How does a not-held order differ from other types of orders in the cryptocurrency market?

7 answers

  • avatarDec 25, 2021 · 3 years ago
    A not-held order in the cryptocurrency market refers to an order where the trader allows the broker or exchange to exercise discretion in executing the order. Unlike other types of orders, such as market orders or limit orders, a not-held order gives the broker flexibility in executing the trade based on market conditions. This means that the broker can choose the timing and price at which the order is executed, aiming to achieve the best possible outcome for the trader. It's important to note that the broker still has a duty to act in the best interest of the trader and should exercise this discretion responsibly.
  • avatarDec 25, 2021 · 3 years ago
    When it comes to not-held orders in the cryptocurrency market, it's all about trust. By giving the broker or exchange the freedom to execute the order based on their expertise and market knowledge, traders hope to benefit from their insights and potentially get a better deal. However, this also means that traders are relinquishing some control over the execution of their trades. It's a trade-off between convenience and trust, and each trader needs to decide what works best for them.
  • avatarDec 25, 2021 · 3 years ago
    In the cryptocurrency market, a not-held order is an order type that allows the broker or exchange to make decisions on behalf of the trader when executing the trade. This can be useful in situations where the trader wants to take advantage of the broker's expertise or when the trader is unable to actively monitor the market. However, it's important to choose a reputable broker or exchange that has a track record of acting in the best interest of their clients. At BYDFi, we offer not-held orders as an option for traders who want to benefit from our experience and market insights.
  • avatarDec 25, 2021 · 3 years ago
    A not-held order is like giving the reins to the broker or exchange in the cryptocurrency market. It's like saying, 'Hey, I trust you to make the best decision for me.' While it may seem risky to some, it can also be a way to tap into the expertise of professionals who have a deep understanding of the market. Of course, it's crucial to choose a broker or exchange that has a solid reputation and a proven track record of acting in the best interest of their clients. So, if you're considering a not-held order, do your due diligence and choose wisely.
  • avatarDec 25, 2021 · 3 years ago
    Not-held orders in the cryptocurrency market are a way for traders to let the broker or exchange take the wheel. It's like having a co-pilot who can make decisions on your behalf. This can be helpful when you're not able to actively manage your trades or when you want to benefit from the broker's expertise. However, it's important to understand the risks involved and choose a broker or exchange that has a good reputation. Remember, trust is key when it comes to not-held orders.
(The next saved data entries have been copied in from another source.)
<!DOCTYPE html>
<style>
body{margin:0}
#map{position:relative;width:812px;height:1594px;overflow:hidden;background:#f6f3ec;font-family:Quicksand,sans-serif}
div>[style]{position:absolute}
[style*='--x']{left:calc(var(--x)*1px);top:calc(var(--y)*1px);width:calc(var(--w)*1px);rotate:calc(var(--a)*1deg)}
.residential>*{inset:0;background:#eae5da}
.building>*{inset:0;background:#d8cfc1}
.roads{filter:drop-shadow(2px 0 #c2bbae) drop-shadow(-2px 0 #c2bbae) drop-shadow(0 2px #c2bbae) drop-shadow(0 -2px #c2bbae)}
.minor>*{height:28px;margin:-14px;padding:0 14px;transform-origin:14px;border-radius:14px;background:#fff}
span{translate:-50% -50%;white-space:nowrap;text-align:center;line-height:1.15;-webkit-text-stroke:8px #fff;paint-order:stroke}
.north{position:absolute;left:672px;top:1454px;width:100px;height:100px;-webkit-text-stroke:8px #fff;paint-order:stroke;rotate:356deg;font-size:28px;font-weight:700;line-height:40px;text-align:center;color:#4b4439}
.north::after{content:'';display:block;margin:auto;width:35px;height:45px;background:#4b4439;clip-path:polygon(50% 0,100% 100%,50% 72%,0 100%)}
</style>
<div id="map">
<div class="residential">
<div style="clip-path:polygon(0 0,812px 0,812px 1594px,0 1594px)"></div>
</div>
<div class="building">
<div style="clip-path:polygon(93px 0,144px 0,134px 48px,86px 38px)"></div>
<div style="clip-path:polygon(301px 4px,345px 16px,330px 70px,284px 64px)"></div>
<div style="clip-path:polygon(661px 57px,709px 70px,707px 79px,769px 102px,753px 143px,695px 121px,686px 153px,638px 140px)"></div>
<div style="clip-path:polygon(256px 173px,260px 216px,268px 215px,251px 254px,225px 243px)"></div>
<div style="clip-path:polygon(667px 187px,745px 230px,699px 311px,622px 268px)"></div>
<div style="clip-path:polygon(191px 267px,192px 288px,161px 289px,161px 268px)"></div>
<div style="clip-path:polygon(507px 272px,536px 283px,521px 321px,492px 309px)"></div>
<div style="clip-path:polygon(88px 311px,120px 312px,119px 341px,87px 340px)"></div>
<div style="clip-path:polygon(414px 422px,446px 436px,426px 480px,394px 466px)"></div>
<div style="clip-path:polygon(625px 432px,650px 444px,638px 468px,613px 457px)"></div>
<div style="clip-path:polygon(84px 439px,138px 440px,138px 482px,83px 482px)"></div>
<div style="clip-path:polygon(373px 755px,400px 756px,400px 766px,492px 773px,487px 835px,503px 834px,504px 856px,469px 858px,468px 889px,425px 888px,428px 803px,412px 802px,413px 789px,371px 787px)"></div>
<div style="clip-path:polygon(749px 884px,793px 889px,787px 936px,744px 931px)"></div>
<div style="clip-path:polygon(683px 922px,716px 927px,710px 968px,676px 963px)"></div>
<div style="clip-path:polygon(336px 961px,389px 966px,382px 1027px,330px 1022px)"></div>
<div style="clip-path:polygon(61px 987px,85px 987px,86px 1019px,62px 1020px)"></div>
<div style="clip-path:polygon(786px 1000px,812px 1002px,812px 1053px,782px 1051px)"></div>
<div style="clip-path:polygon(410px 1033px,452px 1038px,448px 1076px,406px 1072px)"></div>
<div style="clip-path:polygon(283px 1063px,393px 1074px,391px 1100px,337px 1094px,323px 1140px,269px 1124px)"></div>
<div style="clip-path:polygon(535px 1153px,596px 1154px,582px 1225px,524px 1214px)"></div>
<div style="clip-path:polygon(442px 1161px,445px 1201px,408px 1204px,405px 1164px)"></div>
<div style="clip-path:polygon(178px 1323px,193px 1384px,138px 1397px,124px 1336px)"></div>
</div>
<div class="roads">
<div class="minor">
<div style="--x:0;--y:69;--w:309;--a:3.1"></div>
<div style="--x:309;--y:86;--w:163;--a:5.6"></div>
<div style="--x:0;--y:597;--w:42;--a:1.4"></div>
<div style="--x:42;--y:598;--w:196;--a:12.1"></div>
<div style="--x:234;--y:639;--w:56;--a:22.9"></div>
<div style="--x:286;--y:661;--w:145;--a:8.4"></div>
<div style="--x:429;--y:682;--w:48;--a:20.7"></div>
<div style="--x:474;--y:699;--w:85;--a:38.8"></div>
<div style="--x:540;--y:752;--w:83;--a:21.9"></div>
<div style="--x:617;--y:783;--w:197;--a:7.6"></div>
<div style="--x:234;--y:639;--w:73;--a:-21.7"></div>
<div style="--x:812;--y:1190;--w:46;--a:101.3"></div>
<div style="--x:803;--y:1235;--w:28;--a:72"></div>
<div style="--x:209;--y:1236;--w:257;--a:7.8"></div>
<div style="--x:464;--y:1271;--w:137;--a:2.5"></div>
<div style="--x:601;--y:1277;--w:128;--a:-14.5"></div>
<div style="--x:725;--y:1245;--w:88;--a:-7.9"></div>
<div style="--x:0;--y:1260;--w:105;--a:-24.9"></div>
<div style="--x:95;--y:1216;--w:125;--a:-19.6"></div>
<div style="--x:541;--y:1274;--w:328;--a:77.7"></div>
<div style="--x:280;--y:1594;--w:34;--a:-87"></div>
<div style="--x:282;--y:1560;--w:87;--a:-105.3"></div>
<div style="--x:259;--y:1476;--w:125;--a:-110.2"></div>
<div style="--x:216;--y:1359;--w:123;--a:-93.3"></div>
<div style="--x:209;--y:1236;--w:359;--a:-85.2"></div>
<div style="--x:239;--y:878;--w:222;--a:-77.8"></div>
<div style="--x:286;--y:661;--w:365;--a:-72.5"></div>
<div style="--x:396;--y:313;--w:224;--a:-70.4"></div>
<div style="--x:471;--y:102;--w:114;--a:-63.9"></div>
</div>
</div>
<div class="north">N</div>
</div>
  • avatarDec 25, 2021 · 3 years ago
    A not-held order in the cryptocurrency market is an order type that allows the broker or exchange to exercise discretion in executing the trade. This means that the broker can choose the timing and price at which the order is executed, based on their assessment of market conditions. While this may seem like giving up control, it can be advantageous in certain situations. However, it's important to carefully consider the reputation and track record of the broker or exchange before placing a not-held order.
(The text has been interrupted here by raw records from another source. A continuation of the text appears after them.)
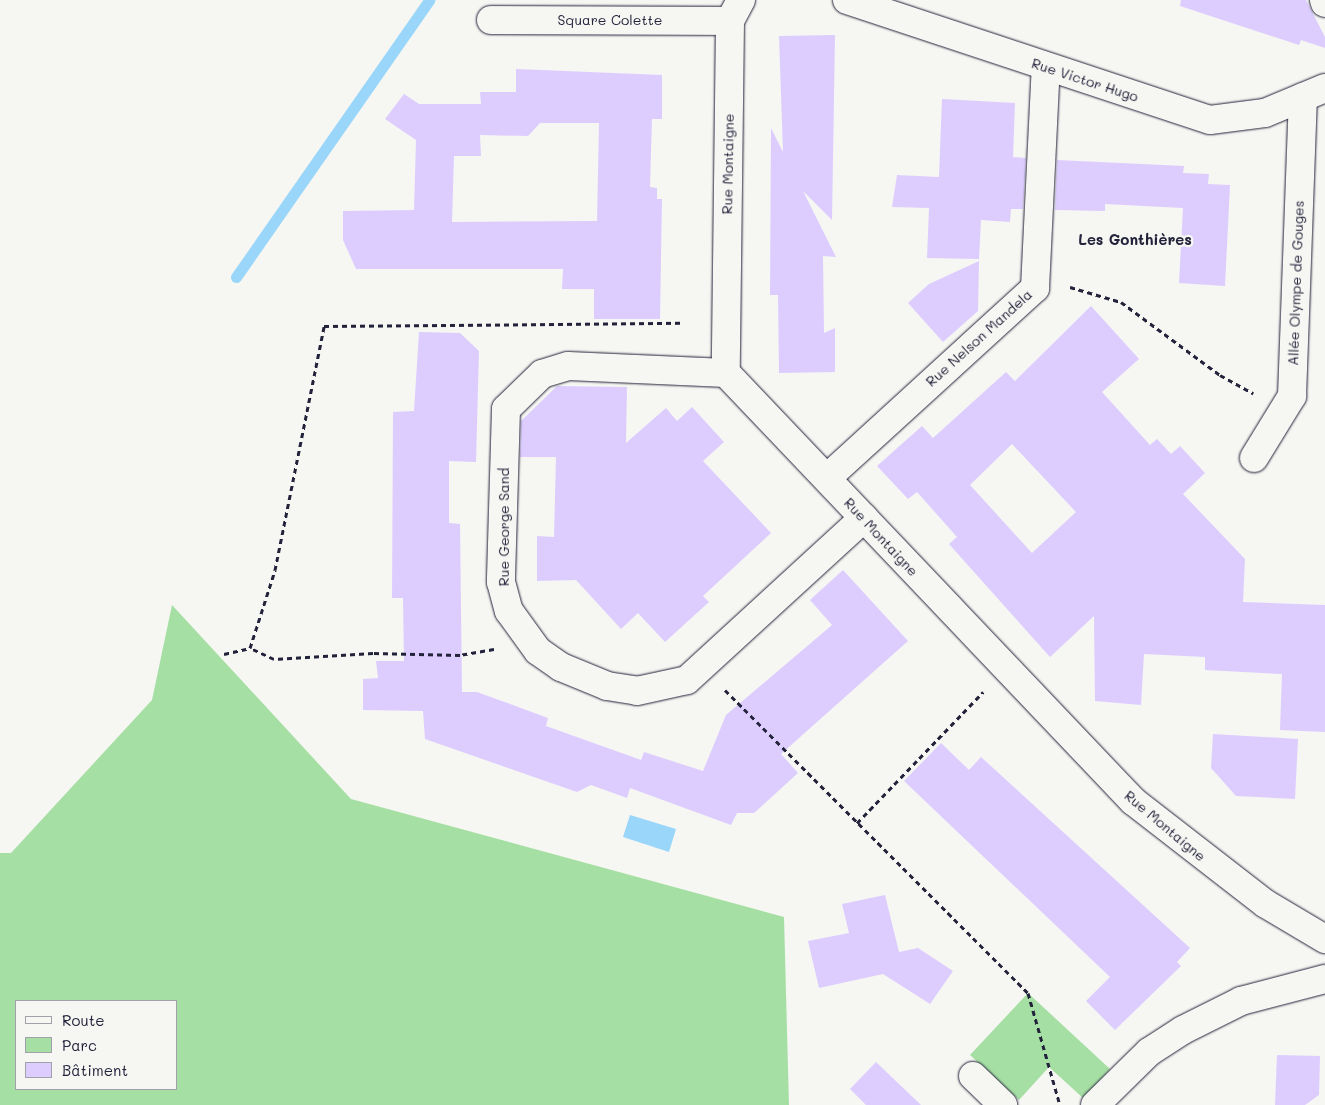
<!DOCTYPE html>
<html>
<head>
<meta charset="utf-8">
<style>
  body { margin:0 }
  #map { position:relative; width:1325px; height:1105px; overflow:hidden; background:#f6f6f2; font-family:Mali,sans-serif }
  div>[style] { position:absolute }
  .green>* { inset:0; background:#a6dfa4 }
  .water>* { inset:0; background:#99d6fa }
  .stream>* { height:11px; margin:-5.5px; padding:0 5.5px; transform-origin:5.5px; border-radius:5.5px; background:#99d6fa }
  .building>* { inset:0; background:#ddcdff }
  .path>* { height:3px; margin-top:-1.5px; transform-origin:0; background:repeating-linear-gradient(90deg,#22223b 0 5px,transparent 0 9px) }
  .roads { filter:drop-shadow(0 0 1px #22223b) drop-shadow(0 0 1px #22223b) }
  .minor>* { height:28px; margin:-14px; padding:0 14px; transform-origin:14px; border-radius:14px; background:#f6f6f2 }
  span { translate:-50% -50%; white-space:nowrap; text-align:center; line-height:1.15; -webkit-text-stroke:4.5px #f6f6f2; paint-order:stroke }
  .street-label { font-size:14px; color:#22223b }
  .neighbourhood-label { font-size:15px; color:#22223b; font-weight:700 }
  .legend { position:absolute; left:15px; top:1000px; width:162px; height:90px; box-sizing:border-box; background:#f6f6f2; border:1px solid #a1a1a9; margin:0; padding:6px 9px; list-style:none; font-size:15px; color:#22223b }
  .legend li { display:flex; align-items:center; gap:10px; height:25px }
  .legend b { width:25px; border:1px solid #a1a1a9 }
</style>
</head>
<body>
<div id="map">
  <div class="green">
    <div style="clip-path:polygon(evenodd,172px 605px,351px 799px,784px 917px,789px 1105px,0 1105px,0 853px,11px 853px,152px 700px,172px 605px,176px 1001px,176px 1089px,16px 1089px,16px 1001px,176px 1001px)"></div>
    <div style="clip-path:polygon(1028px 993px,1110px 1069px,1083px 1098px,1049px 1067px,1019px 1100px,970px 1055px)"></div>
  </div>
  <div class="water">
    <div style="clip-path:polygon(630px 815px,676px 829px,669px 852px,623px 837px)"></div>
  </div>
  <div class="stream">
    <div style="left:236px;top:277px;width:338px;rotate:-55.1deg"></div>
  </div>
  <div class="building">
    <div style="clip-path:polygon(1181px 0,1306px 0,1325px 37px,1325px 48px,1301px 40px,1299px 45px,1180px 6px)"></div>
    <div style="clip-path:polygon(835px 35px,832px 220px,803px 191px,836px 257px,823px 256px,824px 333px,835px 328px,835px 372px,779px 373px,778px 295px,770px 295px,771px 128px,783px 152px,779px 36px)"></div>
    <div style="clip-path:polygon(evenodd,516px 69px,662px 75px,662px 119px,652px 119px,650px 187px,657px 188px,657px 199px,662px 199px,660px 319px,594px 319px,594px 289px,562px 289px,563px 269px,356px 269px,343px 240px,343px 211px,414px 210px,416px 140px,385px 119px,404px 94px,419px 104px,481px 104px,480px 92px,516px 92px,516px 69px,540px 123px,599px 123px,597px 221px,452px 222px,454px 156px,481px 156px,480px 135px,528px 136px,540px 123px)"></div>
    <div style="clip-path:polygon(942px 99px,1015px 103px,1013px 157px,1026px 158px,1023px 209px,1011px 209px,1010px 222px,981px 220px,979px 259px,927px 258px,929px 208px,892px 207px,897px 175px,939px 177px)"></div>
    <div style="clip-path:polygon(1057px 160px,1184px 166px,1183px 173px,1209px 174px,1208px 184px,1230px 185px,1225px 286px,1179px 283px,1183px 208px,1105px 204px,1105px 211px,1055px 210px)"></div>
    <div style="clip-path:polygon(979px 261px,978px 311px,943px 342px,908px 303px,929px 284px)"></div>
    <div style="clip-path:polygon(evenodd,1091px 306px,1139px 359px,1102px 392px,1150px 445px,1157px 439px,1171px 454px,1180px 446px,1205px 473px,1183px 494px,1245px 559px,1243px 602px,1325px 605px,1325px 732px,1280px 730px,1282px 674px,1205px 670px,1205px 657px,1144px 654px,1141px 705px,1095px 701px,1094px 616px,1050px 657px,949px 544px,957px 537px,917px 492px,908px 499px,877px 466px,922px 426px,933px 438px,1006px 372px,1015px 381px,1091px 306px,1012px 444px,1076px 512px,1032px 553px,970px 485px,1012px 444px)"></div>
    <div style="clip-path:polygon(419px 332px,460px 333px,479px 351px,476px 462px,449px 461px,449px 523px,460px 524px,462px 692px,477px 692px,548px 718px,546px 726px,641px 760px,644px 752px,703px 771px,726px 715px,832px 625px,810px 600px,843px 570px,908px 641px,781px 754px,798px 773px,754px 813px,737px 813px,731px 825px,630px 788px,627px 798px,591px 785px,577px 792px,425px 739px,423px 711px,363px 710px,363px 679px,378px 678px,376px 661px,404px 661px,403px 598px,392px 598px,393px 412px,414px 411px)"></div>
    <div style="clip-path:polygon(557px 386px,627px 387px,626px 443px,666px 408px,677px 421px,692px 407px,724px 442px,703px 461px,771px 533px,703px 596px,709px 602px,665px 642px,638px 613px,621px 629px,576px 580px,537px 581px,537px 536px,554px 537px,556px 457px,520px 457px,521px 421px)"></div>
    <div style="clip-path:polygon(1213px 734px,1298px 739px,1295px 799px,1236px 796px,1211px 768px)"></div>
    <div style="clip-path:polygon(941px 743px,969px 770px,981px 757px,1190px 948px,1177px 962px,1181px 966px,1115px 1030px,1086px 1001px,1110px 977px,904px 781px)"></div>
    <div style="clip-path:polygon(885px 895px,899px 952px,918px 948px,953px 971px,930px 1004px,883px 974px,819px 988px,808px 941px,849px 933px,842px 904px)"></div>
    <div style="clip-path:polygon(1277px 1055px,1320px 1056px,1319px 1095px,1305px 1105px,1275px 1105px)"></div>
    <div style="clip-path:polygon(876px 1062px,921px 1105px,866px 1105px,850px 1089px)"></div>
  </div>
  <div class="path">
    <div style="left:1070px;top:287px;width:53px;rotate:16.4deg"></div>
    <div style="left:1121px;top:302px;width:123px;rotate:36.4deg"></div>
    <div style="left:1220px;top:375px;width:38px;rotate:29deg"></div>
    <div style="left:494px;top:649px;width:35px;rotate:170deg"></div>
    <div style="left:460px;top:655px;width:87px;rotate:-178.7deg"></div>
    <div style="left:373px;top:653px;width:99px;rotate:176.5deg"></div>
    <div style="left:274px;top:659px;width:26px;rotate:-155deg"></div>
    <div style="left:250px;top:648px;width:82px;rotate:-72.2deg"></div>
    <div style="left:275px;top:570px;width:249px;rotate:-78.6deg"></div>
    <div style="left:324px;top:326px;width:359px;rotate:-0.5deg"></div>
    <div style="left:224px;top:654px;width:27px;rotate:-13deg"></div>
    <div style="left:725px;top:690px;width:429px;rotate:45deg"></div>
    <div style="left:1028px;top:993px;width:113px;rotate:74.1deg"></div>
    <div style="left:857px;top:823px;width:182px;rotate:-46.1deg"></div>
  </div>
  <div class="roads">
    <div class="minor">
      <div style="left:741px;top:0;width:24px;rotate:118deg"></div>
      <div style="left:730px;top:21px;width:352px;rotate:90.7deg"></div>
      <div style="left:726px;top:373px;width:591px;rotate:46.44deg"></div>
      <div style="left:1133px;top:801px;width:168px;rotate:37.8deg"></div>
      <div style="left:1266px;top:904px;width:69px;rotate:30.7deg"></div>
      <div style="left:847px;top:0;width:382px;rotate:18.3deg"></div>
      <div style="left:1210px;top:120px;width:55px;rotate:-7.3deg"></div>
      <div style="left:1265px;top:113px;width:65px;rotate:-22.6deg"></div>
      <div style="left:1324px;top:0;width:3px;rotate:72deg"></div>
      <div style="left:491px;top:20px;width:239px;rotate:0.2deg"></div>
      <div style="left:726px;top:373px;width:158px;rotate:-177.5deg"></div>
      <div style="left:568px;top:366px;width:27px;rotate:163deg"></div>
      <div style="left:542px;top:374px;width:50px;rotate:135.8deg"></div>
      <div style="left:506px;top:409px;width:173px;rotate:91.7deg"></div>
      <div style="left:501px;top:582px;width:30px;rotate:75deg"></div>
      <div style="left:509px;top:611px;width:49px;rotate:54.1deg"></div>
      <div style="left:538px;top:651px;width:28px;rotate:35deg"></div>
      <div style="left:561px;top:667px;width:50px;rotate:22.4deg"></div>
      <div style="left:607px;top:686px;width:30px;rotate:9deg"></div>
      <div style="left:637px;top:691px;width:51px;rotate:-12.4deg"></div>
      <div style="left:687px;top:680px;width:240px;rotate:-42.5deg"></div>
      <div style="left:1254px;top:458px;width:73px;rotate:-58.5deg"></div>
      <div style="left:1292px;top:396px;width:299px;rotate:-87.9deg"></div>
      <div style="left:827px;top:478px;width:282px;rotate:-42.4deg"></div>
      <div style="left:1035px;top:288px;width:221px;rotate:-87.2deg"></div>
      <div style="left:973px;top:1076px;width:42px;rotate:44deg"></div>
      <div style="left:1095px;top:1105px;width:76px;rotate:-44.5deg"></div>
      <div style="left:1149px;top:1052px;width:40px;rotate:-32.9deg"></div>
      <div style="left:1183px;top:1030px;width:65px;rotate:-26.6deg"></div>
      <div style="left:1241px;top:1001px;width:87px;rotate:-14.7deg"></div>
    </div>
  </div>
  <div class="street-label">
    <span style="left:610px;top:20px">Square Colette</span>
    <span style="left:1085px;top:80px;rotate:18deg">Rue Victor Hugo</span>
    <span style="left:728px;top:164px;rotate:-89deg">Rue Montaigne</span>
    <span style="left:1296px;top:283px;rotate:-88deg">Allée Olympe de Gouges</span>
    <span style="left:979px;top:338px;rotate:-42deg">Rue Nelson Mandela</span>
    <span style="left:504px;top:527px;rotate:-90deg">Rue George Sand</span>
    <span style="left:881px;top:537px;rotate:47deg">Rue Montaigne</span>
    <span style="left:1165px;top:826px;rotate:40deg">Rue Montaigne</span>
  </div>
  <div class="neighbourhood-label">
    <span style="left:1135px;top:240px">Les Gonthières</span>
  </div>
  <ul class="legend">
  <li><b style="height:6px;background:#f6f6f2"></b>Route</li>
  <li><b style="height:14px;background:#a6dfa4"></b>Parc</li>
  <li><b style="height:14px;background:#ddcdff"></b>Bâtiment</li>
  </ul>
</div>
</body>
</html>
  • avatarDec 25, 2021 · 3 years ago
    Not-held orders in the cryptocurrency market are like giving the broker a blank check. It's like saying, 'Here's my order, you do whatever you think is best.' While this may sound scary, it can actually be a way to benefit from the broker's expertise and potentially get a better deal. Of course, it's crucial to choose a broker or exchange that has a solid reputation and a proven track record of acting in the best interest of their clients. So, if you're considering a not-held order, make sure to do your research and choose wisely.